Graphical file transfer applications on Linux, macOS, and Windows usually provide both FTP and SFTP options. Popular editors and IDEs also have SFTP integration, so developers can edit files on remote Linux servers over SFTP directly.
On the command line, traditional ftp clients are used for FTP. For SFTP, the sftp client that ships with OpenSSH provides an interactive environment to navigate and transfer files. Some automation scripts use scp instead, which is also SSH based, but SFTP is more flexible and better suited for scripting robust transfers.
When planning services, ensure that users know which protocol to use. If your server offers both FTP and SFTP with the same hostname, document the correct ports and security expectations. In general, encourage SFTP for any access over untrusted networks.
Migration from FTP to SFTP
Many organizations move from FTP to SFTP to improve security and simplify firewall rules. Migration usually involves enabling SSH and SFTP on the server, configuring accounts and permissions, and then updating client configurations.

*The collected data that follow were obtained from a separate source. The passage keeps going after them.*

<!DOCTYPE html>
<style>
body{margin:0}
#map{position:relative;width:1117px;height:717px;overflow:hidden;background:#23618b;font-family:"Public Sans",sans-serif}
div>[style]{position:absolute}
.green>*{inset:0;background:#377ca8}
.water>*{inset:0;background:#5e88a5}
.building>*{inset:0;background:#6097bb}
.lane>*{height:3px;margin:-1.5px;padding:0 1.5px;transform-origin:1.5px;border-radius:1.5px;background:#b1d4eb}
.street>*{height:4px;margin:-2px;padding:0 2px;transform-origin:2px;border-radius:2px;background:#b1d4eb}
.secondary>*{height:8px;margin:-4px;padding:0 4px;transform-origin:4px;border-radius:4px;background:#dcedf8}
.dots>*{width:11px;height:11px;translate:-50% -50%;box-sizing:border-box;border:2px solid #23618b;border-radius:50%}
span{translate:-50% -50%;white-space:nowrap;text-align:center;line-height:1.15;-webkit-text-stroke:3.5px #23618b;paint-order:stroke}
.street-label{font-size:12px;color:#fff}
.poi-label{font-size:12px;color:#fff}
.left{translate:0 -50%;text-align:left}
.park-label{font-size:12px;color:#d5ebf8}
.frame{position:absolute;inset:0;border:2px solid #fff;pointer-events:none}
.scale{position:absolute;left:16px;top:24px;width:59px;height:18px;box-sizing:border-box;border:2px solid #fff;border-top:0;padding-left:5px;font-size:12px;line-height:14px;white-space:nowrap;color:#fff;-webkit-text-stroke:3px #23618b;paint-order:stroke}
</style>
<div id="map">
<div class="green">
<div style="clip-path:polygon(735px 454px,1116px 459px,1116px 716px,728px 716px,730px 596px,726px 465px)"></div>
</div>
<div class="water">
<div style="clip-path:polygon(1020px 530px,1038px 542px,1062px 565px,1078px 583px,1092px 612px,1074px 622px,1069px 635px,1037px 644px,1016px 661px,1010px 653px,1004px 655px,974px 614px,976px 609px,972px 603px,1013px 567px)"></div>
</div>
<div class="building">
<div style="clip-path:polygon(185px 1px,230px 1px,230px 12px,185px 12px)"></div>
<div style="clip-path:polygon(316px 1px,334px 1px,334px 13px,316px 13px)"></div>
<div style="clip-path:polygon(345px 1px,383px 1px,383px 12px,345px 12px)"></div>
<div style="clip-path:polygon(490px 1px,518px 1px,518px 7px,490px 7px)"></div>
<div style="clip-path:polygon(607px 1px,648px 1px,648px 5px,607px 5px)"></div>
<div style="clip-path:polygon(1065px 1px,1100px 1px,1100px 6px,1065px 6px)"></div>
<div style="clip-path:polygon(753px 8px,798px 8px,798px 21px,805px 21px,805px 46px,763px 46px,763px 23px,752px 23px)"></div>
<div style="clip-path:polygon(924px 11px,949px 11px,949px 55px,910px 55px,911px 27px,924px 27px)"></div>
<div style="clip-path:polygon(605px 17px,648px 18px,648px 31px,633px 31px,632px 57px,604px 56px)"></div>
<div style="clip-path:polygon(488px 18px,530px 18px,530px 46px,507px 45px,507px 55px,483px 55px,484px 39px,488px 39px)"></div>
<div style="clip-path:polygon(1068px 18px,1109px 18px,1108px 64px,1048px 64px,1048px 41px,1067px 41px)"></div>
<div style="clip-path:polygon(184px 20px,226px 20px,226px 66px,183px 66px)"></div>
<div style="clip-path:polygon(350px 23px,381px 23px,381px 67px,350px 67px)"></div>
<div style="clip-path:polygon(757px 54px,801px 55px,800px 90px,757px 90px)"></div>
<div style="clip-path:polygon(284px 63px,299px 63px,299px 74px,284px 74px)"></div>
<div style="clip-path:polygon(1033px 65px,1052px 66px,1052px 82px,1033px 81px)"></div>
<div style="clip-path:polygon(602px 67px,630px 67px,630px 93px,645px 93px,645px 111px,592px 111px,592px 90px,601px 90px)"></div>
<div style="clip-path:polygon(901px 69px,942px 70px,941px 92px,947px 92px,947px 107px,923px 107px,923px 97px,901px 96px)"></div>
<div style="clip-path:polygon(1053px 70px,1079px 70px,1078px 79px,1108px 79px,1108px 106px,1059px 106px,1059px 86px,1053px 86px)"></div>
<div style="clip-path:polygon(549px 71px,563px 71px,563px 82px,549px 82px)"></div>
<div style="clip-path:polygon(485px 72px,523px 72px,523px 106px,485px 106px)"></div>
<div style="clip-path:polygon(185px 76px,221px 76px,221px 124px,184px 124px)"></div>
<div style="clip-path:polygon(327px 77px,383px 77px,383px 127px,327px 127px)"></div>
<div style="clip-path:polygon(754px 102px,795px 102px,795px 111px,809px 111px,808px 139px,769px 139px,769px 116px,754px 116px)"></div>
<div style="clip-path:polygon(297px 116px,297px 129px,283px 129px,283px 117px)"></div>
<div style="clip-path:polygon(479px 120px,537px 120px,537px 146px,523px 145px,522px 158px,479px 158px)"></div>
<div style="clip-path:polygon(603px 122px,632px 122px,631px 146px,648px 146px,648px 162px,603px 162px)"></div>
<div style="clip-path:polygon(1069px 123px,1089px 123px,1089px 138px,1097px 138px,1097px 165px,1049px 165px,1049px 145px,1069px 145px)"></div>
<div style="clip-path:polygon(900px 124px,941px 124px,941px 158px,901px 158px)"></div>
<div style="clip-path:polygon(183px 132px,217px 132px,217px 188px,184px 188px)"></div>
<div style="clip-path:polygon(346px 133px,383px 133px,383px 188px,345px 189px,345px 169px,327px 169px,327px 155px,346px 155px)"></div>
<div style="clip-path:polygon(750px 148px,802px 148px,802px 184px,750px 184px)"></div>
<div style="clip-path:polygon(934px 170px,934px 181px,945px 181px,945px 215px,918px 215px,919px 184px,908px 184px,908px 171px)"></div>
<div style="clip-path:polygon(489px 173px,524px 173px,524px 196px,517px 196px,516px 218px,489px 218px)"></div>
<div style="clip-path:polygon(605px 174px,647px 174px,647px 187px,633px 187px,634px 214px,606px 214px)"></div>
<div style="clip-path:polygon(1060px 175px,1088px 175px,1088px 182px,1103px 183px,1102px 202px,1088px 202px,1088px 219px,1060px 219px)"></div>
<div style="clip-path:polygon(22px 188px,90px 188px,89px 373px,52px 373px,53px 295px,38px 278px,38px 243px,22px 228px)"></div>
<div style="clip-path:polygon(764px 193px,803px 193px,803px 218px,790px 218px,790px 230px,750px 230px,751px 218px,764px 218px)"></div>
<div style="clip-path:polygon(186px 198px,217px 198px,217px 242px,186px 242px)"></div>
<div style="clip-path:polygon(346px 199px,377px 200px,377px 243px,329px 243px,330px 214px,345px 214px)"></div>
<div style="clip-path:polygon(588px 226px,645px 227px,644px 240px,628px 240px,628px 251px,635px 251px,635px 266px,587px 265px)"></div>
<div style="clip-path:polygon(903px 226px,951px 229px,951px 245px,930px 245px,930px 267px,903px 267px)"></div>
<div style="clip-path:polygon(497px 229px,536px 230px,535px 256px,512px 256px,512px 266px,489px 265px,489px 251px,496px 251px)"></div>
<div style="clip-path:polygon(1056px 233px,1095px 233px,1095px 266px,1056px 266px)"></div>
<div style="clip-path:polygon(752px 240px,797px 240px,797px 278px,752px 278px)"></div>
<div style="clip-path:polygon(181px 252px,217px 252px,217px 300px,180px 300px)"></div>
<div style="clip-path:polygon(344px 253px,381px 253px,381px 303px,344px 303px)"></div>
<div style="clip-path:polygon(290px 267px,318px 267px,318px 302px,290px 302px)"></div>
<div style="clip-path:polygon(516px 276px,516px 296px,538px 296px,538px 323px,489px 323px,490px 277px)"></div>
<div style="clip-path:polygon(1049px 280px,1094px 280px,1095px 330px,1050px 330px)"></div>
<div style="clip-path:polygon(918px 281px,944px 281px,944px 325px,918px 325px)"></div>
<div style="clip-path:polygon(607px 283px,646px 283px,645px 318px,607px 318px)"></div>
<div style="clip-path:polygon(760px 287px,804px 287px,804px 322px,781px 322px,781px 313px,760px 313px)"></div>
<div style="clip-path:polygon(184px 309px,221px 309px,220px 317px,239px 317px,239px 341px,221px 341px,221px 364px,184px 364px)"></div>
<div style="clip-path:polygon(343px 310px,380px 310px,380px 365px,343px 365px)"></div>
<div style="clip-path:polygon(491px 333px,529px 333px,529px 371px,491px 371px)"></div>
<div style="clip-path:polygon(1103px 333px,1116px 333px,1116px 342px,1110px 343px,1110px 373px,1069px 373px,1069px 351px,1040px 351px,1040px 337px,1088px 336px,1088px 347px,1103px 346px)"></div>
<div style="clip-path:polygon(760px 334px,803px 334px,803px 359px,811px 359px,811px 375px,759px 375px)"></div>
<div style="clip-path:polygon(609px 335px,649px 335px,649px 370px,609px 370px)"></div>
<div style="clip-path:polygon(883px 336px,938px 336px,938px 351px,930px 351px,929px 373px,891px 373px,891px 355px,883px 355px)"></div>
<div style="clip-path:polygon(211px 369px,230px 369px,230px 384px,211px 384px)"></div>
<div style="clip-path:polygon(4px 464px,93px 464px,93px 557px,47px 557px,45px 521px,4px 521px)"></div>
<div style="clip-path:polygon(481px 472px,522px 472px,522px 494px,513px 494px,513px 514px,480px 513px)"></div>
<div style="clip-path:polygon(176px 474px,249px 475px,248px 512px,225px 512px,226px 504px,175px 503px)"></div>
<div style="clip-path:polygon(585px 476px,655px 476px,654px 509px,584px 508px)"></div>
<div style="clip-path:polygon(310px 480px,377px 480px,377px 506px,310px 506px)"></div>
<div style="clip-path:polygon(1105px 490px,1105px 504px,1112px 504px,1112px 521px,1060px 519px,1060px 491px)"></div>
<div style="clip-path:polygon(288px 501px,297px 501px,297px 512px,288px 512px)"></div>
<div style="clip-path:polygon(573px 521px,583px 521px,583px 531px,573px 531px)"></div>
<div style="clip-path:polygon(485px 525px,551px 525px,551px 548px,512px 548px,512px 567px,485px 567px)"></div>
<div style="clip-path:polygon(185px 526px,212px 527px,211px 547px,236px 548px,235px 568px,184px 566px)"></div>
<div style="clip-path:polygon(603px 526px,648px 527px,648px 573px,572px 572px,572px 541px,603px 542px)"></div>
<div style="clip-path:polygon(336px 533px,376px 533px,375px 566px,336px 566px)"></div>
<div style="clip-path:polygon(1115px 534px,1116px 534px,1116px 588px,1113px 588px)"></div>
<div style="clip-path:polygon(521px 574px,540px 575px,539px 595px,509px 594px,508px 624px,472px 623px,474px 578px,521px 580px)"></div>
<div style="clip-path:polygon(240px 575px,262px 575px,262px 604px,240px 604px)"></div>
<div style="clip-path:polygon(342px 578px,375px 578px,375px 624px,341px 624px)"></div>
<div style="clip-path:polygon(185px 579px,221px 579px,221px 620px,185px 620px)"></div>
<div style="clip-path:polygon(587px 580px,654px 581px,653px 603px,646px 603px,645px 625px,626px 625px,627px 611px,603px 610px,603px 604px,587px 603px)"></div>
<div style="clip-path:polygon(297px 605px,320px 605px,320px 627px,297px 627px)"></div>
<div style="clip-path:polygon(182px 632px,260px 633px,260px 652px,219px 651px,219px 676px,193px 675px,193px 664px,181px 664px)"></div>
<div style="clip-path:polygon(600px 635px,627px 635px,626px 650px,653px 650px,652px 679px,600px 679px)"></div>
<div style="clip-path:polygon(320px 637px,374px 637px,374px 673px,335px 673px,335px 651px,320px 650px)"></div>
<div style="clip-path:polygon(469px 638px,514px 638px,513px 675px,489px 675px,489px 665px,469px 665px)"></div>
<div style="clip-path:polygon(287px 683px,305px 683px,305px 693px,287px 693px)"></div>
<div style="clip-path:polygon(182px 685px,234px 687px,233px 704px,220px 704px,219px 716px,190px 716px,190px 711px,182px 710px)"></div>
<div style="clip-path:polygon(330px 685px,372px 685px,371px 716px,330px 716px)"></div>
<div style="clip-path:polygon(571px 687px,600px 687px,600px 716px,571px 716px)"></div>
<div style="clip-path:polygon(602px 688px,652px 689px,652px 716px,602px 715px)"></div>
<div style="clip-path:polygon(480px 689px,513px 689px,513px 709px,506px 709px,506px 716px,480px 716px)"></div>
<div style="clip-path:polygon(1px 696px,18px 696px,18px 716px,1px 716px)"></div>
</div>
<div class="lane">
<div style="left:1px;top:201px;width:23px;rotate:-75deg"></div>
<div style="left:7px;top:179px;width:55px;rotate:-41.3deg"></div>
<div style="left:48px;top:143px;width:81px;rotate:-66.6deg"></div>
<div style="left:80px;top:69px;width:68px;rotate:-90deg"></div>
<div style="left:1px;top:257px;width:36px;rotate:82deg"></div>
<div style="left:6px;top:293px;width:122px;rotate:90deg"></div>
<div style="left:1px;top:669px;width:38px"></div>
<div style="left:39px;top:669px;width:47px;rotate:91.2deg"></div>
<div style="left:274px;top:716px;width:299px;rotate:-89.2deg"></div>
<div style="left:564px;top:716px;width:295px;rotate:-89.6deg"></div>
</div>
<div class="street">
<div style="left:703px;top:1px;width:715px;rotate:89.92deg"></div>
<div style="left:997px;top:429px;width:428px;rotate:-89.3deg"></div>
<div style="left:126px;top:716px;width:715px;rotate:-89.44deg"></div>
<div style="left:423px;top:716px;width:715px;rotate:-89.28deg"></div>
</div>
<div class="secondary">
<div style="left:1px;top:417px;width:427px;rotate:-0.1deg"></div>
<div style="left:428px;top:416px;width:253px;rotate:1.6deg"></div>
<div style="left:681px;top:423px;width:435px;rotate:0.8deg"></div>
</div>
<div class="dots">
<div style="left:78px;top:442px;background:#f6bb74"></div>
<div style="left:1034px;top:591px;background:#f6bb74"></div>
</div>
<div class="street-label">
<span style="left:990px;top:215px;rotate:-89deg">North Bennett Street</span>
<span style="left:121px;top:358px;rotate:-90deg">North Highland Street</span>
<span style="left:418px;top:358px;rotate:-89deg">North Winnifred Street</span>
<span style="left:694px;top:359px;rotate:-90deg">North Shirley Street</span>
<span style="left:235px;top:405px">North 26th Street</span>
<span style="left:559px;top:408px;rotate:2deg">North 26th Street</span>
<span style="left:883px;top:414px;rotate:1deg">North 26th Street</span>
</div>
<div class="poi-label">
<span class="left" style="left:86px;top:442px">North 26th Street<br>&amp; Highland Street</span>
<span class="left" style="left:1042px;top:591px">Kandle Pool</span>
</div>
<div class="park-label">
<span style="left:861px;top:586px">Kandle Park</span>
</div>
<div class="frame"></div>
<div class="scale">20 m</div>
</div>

Because SFTP uses Unix users and permissions directly, you often need to review existing FTP user mappings. Virtual FTP users that were stored in an FTP specific database might need to be replaced with real system accounts or re-created in a different way. Directory structures may stay the same, but SFTP users will need read and write permissions at the filesystem level.
Automation scripts that talk to FTP may need to be rewritten using SFTP libraries or command line tools. This provides an opportunity to also replace password based logins with SSH keys. While there is some initial effort, the resulting system is usually simpler to secure and maintain.
If legacy clients cannot be updated to SFTP, you might run FTP and SFTP side by side, but restrict FTP to specific networks or devices. Over time, you can phase out FTP as dependencies are removed.
By understanding the conceptual differences and typical deployment patterns of FTP and SFTP, you can choose the right protocol for your environment and manage file transfer services in a secure and maintainable way.